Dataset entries
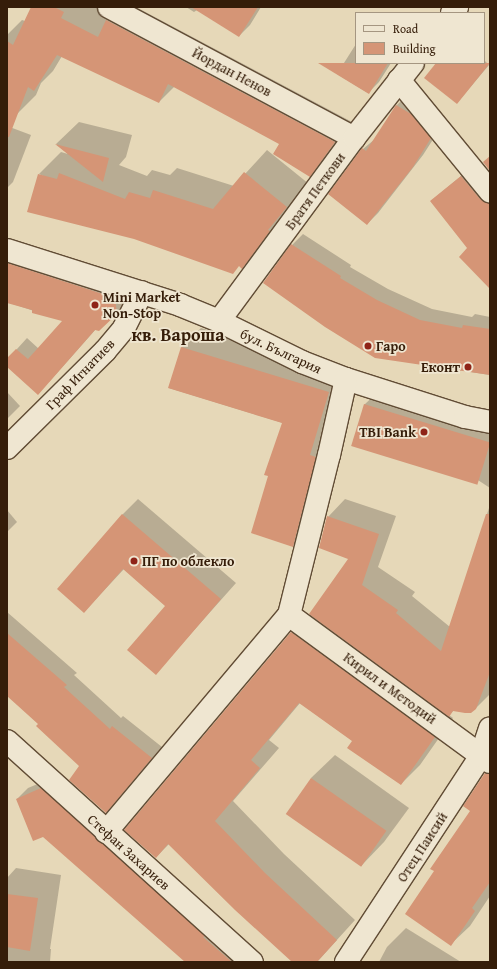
<!DOCTYPE html>
<html>
<head>
<meta charset="utf-8">
<style>
  body { margin:0 }
  #map { position:relative; width:497px; height:969px; overflow:hidden; background:#e6d8b8; font-family:"Gentium Book Plus",serif }
  div>[style] { position:absolute }
  [style*='--x'] { left:calc(var(--x)*1px); top:calc(var(--y)*1px); width:calc(var(--w)*1px); rotate:calc(var(--a)*1deg) }
  .shadow>* { inset:0; background:#0003 }
  .building>* { inset:0; background:#d59576; transform-origin:0 0 }
  .roads { filter:drop-shadow(1px 0 #614c35) drop-shadow(-1px 0 #614c35) drop-shadow(0 1px #614c35) drop-shadow(0 -1px #614c35) }
  .minor>* { height:22px; margin:-11px; padding:0 11px; transform-origin:11px; border-radius:11px; background:#efe6d1 }
  .dots>* { width:11px; height:11px; translate:-50% -50%; box-sizing:border-box; border:2px solid #efe6d1; border-radius:50% }
  span { translate:-50% -50%; white-space:nowrap; text-align:center; line-height:1.15; -webkit-text-stroke:3.5px #efe6d1; paint-order:stroke }
  .street-label { font-size:14px; color:#351d09 }
  .poi-label { font-size:14px; color:#351d09; font-weight:700 }
  .left { translate:0 -50%; text-align:left }
  .right { translate:-100% -50%; text-align:right }
  .district-label { font-size:18px; color:#351d09; font-weight:700 }
  .frame { position:absolute; inset:0; border:8px solid #351d09; pointer-events:none }
  .legend { position:absolute; left:355px; top:12px; width:130px; height:52px; box-sizing:border-box; background:#efe6d1; border:1px solid #a59681; margin:0; padding:5px 7px; list-style:none; font-size:12px; color:#351d09 }
  .legend li { display:flex; align-items:center; gap:8px; height:20px }
  .legend b { width:20px; border:1px solid #a59681 }
</style>
</head>
<body>
<div id="map">
  <div class="shadow">
    <i style="clip-path:polygon(32px 7px,95px 7px,112px 15px,121px 7px,136px 7px,354px 123px,329px 156px,310px 175px,281px 143px,175px 86px,159px 102px,62px 56px,53px 71px,41px 83px,36px 95px,17px 114px,7px 107px,7px 35px,22px 20px,25px 21px)"></i>
    <i style="clip-path:polygon(186px 7px,261px 7px,250px 25px,239px 36px,197px 10px,194px 12px)"></i>
    <i style="clip-path:polygon(356px 44px,356px 63px,391px 63px,379px 82px,368px 93px,337px 74px)"></i>
    <i style="clip-path:polygon(484px 60px,489px 65px,457px 103px,437px 63px,484px 63px)"></i>
    <i style="clip-path:polygon(408px 94px,441px 127px,423px 155px,378px 213px,367px 224px,363px 149px,375px 139px,397px 105px)"></i>
    <i style="clip-path:polygon(79px 122px,132px 135px,126px 157px,119px 165px,147px 176px,152px 170px,170px 175px,177px 168px,234px 186px,267px 150px,309px 184px,265px 245px,242px 267px,39px 174px,61px 152px,68px 154px,56px 144px)"></i>
    <i style="clip-path:polygon(7px 126px,31px 135px,13px 182px,7px 188px)"></i>
    <i style="clip-path:polygon(473px 166px,490px 186px,490px 272px,431px 201px)"></i>
    <i style="clip-path:polygon(303px 234px,351px 265px,350px 267px,388px 289px,432px 309px,472px 317px,475px 314px,490px 317px,490px 375px,376px 357px,292px 245px)"></i>
    <i style="clip-path:polygon(7px 250px,126px 287px,128px 302px,99px 330px,96px 329px,49px 382px,7px 366px,7px 360px,27px 338px,39px 349px,64px 321px,7px 302px)"></i>
    <i style="clip-path:polygon(201px 328px,347px 373px,312px 527px,293px 546px,283px 423px,169px 388px,182px 347px)"></i>
    <i style="clip-path:polygon(382px 388px,490px 421px,490px 488px,364px 405px)"></i>
    <i style="clip-path:polygon(7px 392px,20px 406px,7px 419px)"></i>
    <i style="clip-path:polygon(138px 499px,236px 583px,156px 673px,166px 606px,124px 569px,84px 612px,122px 515px)"></i>
    <i style="clip-path:polygon(345px 499px,396px 516px,378px 567px,415px 592px,412px 596px,450px 627px,490px 505px,490px 694px,476px 708px,454px 710px,449px 715px,453px 718px,420px 765px,401px 784px,353px 741px,300px 703px,269px 740px,279px 748px,233px 801px,284px 854px,355px 920px,317px 962px,293px 962px,169px 844px,156px 857px,292px 633px,311px 614px,350px 558px,328px 517px)"></i>
    <i style="clip-path:polygon(7px 510px,17px 522px,7px 532px)"></i>
    <i style="clip-path:polygon(7px 612px,77px 673px,74px 675px,121px 718px,123px 716px,162px 747px,106px 812px,81px 766px,39px 724px,7px 695px)"></i>
    <i style="clip-path:polygon(335px 755px,409px 808px,384px 842px,361px 866px,311px 778px)"></i>
    <i style="clip-path:polygon(490px 769px,490px 896px,470px 926px,451px 944px,435px 871px,471px 811px,486px 774px)"></i>
    <i style="clip-path:polygon(52px 778px,256px 962px,187px 962px,17px 799px,28px 788px)"></i>
    <i style="clip-path:polygon(16px 868px,61px 875px,50px 949px,51px 949px,50px 962px,7px 962px,7px 878px)"></i>
    <i style="clip-path:polygon(406px 928px,461px 962px,379px 962px,387px 947px)"></i>
  </div>
  <div class="building">
    <i style="clip-path:polygon(31px 7px,54px 7px,64px 12px,61px 18px,98px 37px,106px 20px,335px 142px,310px 177px,273px 154px,279px 144px,168px 84px,159px 103px,57px 55px,34px 91px,28px 87px,9px 137px,7px 137px,7px 41px,13px 45px)"></i>
    <i style="clip-path:polygon(191px 7px,258px 7px,239px 37px)"></i>
    <i style="clip-path:polygon(318px 63px,388px 63px,369px 94px)"></i>
    <i style="clip-path:polygon(436px 63px,490px 63px,457px 104px,424px 78px)"></i>
    <i style="clip-path:polygon(396px 105px,411px 114px,431px 138px,413px 167px,367px 225px,328px 194px,362px 148px,366px 151px)"></i>
    <i style="clip-path:polygon(55px 144px,109px 158px,103px 182px)"></i>
    <i style="clip-path:polygon(490px 156px,490px 171px,483px 162px)"></i>
    <i style="clip-path:polygon(244px 172px,287px 207px,268px 230px,270px 231px,242px 269px,239px 266px,233px 274px,134px 239px,27px 212px,38px 174px,57px 179px,59px 173px,125px 199px,129px 192px,150px 198px,153px 190px,213px 209px)"></i>
    <i style="clip-path:polygon(461px 176px,480px 199px,490px 203px,490px 289px,459px 257px,467px 248px,430px 201px)"></i>
    <i style="clip-path:polygon(291px 244px,341px 276px,340px 278px,377px 300px,420px 320px,462px 328px,463px 325px,490px 329px,490px 375px,375px 358px,325px 327px,263px 283px)"></i>
    <i style="clip-path:polygon(7px 263px,115px 298px,117px 314px,99px 331px,95px 330px,38px 395px,7px 367px,7px 358px,16px 349px,28px 359px,62px 321px,32px 313px,32px 310px,7px 303px)"></i>
    <i style="clip-path:polygon(181px 347px,329px 392px,310px 455px,316px 457px,293px 547px,251px 533px,268px 476px,264px 475px,282px 423px,168px 388px)"></i>
    <i style="left:364px;top:404px;width:132px;height:44px;rotate:17deg"></i>
    <i style="clip-path:polygon(122px 514px,221px 599px,156px 675px,127px 650px,165px 606px,123px 569px,84px 613px,57px 589px)"></i>
    <i style="clip-path:polygon(486px 514px,490px 514px,490px 672px,476px 709px,471px 713px,465px 713px,453px 711px,449px 717px,309px 614px,348px 559px,319px 548px,327px 516px,379px 534px,362px 585px,398px 610px,396px 613px,441px 651px)"></i>
    <i style="clip-path:polygon(291px 632px,435px 737px,401px 785px,347px 748px,352px 741px,299px 703px,251px 760px,260px 768px,215px 821px,265px 873px,337px 940px,317px 962px,292px 962px,235px 910px,168px 844px,156px 858px,124px 830px)"></i>
    <i style="clip-path:polygon(7px 633px,67px 685px,64px 687px,110px 729px,112px 726px,152px 758px,106px 813px,69px 780px,79px 766px,36px 726px,38px 724px,7px 696px)"></i>
    <i style="clip-path:polygon(485px 773px,490px 774px,490px 882px,472px 908px,475px 911px,451px 946px,405px 914px,434px 871px,430px 869px,470px 811px,463px 806px)"></i>
    <i style="left:311px;top:778px;width:92px;height:44px;rotate:35deg"></i>
    <i style="clip-path:polygon(41px 788px,205px 936px,203px 937px,232px 962px,185px 962px,43px 837px,33px 841px,16px 799px)"></i>
    <i style="clip-path:polygon(7px 894px,38px 898px,30px 951px,7px 947px)"></i>
  </div>
  <div class="roads">
    <div class="minor">
      <i style="--x:109;--y:7;--w:278;--a:28.1"></i>
      <i style="--x:452;--y:13;--w:8;--a:-50"></i>
      <i style="--x:399;--y:80;--w:144;--a:50.7"></i>
      <i style="--x:7;--y:250;--w:182;--a:17.6"></i>
      <i style="--x:180;--y:305;--w:42;--a:22.3"></i>
      <i style="--x:219;--y:321;--w:93;--a:26.3"></i>
      <i style="--x:302;--y:362;--w:47;--a:21.1"></i>
      <i style="--x:346;--y:379;--w:125;--a:17.7"></i>
      <i style="--x:465;--y:417;--w:25;--a:11"></i>
      <i style="--x:219;--y:321;--w:227;--a:-53.6"></i>
      <i style="--x:354;--y:138;--w:95;--a:-51.8"></i>
      <i style="--x:7;--y:448;--w:138;--a:-44.7"></i>
      <i style="--x:105;--y:351;--w:30;--a:-50"></i>
      <i style="--x:124;--y:328;--w:40;--a:-63.4"></i>
      <i style="--x:289;--y:615;--w:249;--a:36.2"></i>
      <i style="--x:7;--y:741;--w:330;--a:42.1"></i>
      <i style="--x:106;--y:832;--w:284;--a:-49.9"></i>
      <i style="--x:289;--y:615;--w:165;--a:-76"></i>
      <i style="--x:329;--y:455;--w:78;--a:-77.4"></i>
      <i style="--x:346;--y:962;--w:246;--a:-56.8"></i>
      <i style="--x:481;--y:756;--w:29;--a:-72"></i>
    </div>
  </div>
  <div class="dots">
    <i style="left:95px;top:305px;background:#8f2418"></i>
    <i style="left:368px;top:346px;background:#8f2418"></i>
    <i style="left:468px;top:367px;background:#8f2418"></i>
    <i style="left:424px;top:432px;background:#8f2418"></i>
    <i style="left:134px;top:561px;background:#8f2418"></i>
  </div>
  <div class="street-label">
    <span style="left:232px;top:72px;rotate:28deg">Йордан Ненов</span>
    <span style="left:315px;top:191px;rotate:-54deg">Братя Петкови</span>
    <span style="left:281px;top:351px;rotate:25deg">бул. България</span>
    <span style="left:80px;top:374px;rotate:-46deg">Граф Игнатиев</span>
    <span style="left:390px;top:688px;rotate:36deg">Кирил и Методий</span>
    <span style="left:422px;top:847px;rotate:-57deg">Отец Паисий</span>
    <span style="left:129px;top:852px;rotate:42deg">Стефан Захариев</span>
  </div>
  <div class="poi-label">
    <span class="left" style="left:103px;top:305px">Mini Market<br>Non-Stop</span>
    <span class="left" style="left:376px;top:346px">Гаро</span>
    <span class="right" style="left:460px;top:367px">Еконт</span>
    <span class="right" style="left:416px;top:432px">TBI Bank</span>
    <span class="left" style="left:142px;top:561px">ПГ по облекло</span>
  </div>
  <div class="district-label">
    <span style="left:178px;top:335px">кв. Вароша</span>
  </div>
  <div class="frame"></div>
  <ul class="legend">
  <li><b style="height:5px;background:#efe6d1"></b>Road</li>
  <li><b style="height:11px;background:#d59576"></b>Building</li>
  </ul>
</div>
</body>
</html>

■ TRY IT ■
From the data above, return every line from the line that has "166px,490px 186px,490px 272px,431px" up to and including the line that has "250px,126px 287px,128px 302px,99px", exactly.

■ RESPONSE AREA ■
    <i style="clip-path:polygon(473px 166px,490px 186px,490px 272px,431px 201px)"></i>
    <i style="clip-path:polygon(303px 234px,351px 265px,350px 267px,388px 289px,432px 309px,472px 317px,475px 314px,490px 317px,490px 375px,376px 357px,292px 245px)"></i>
    <i style="clip-path:polygon(7px 250px,126px 287px,128px 302px,99px 330px,96px 329px,49px 382px,7px 366px,7px 360px,27px 338px,39px 349px,64px 321px,7px 302px)"></i>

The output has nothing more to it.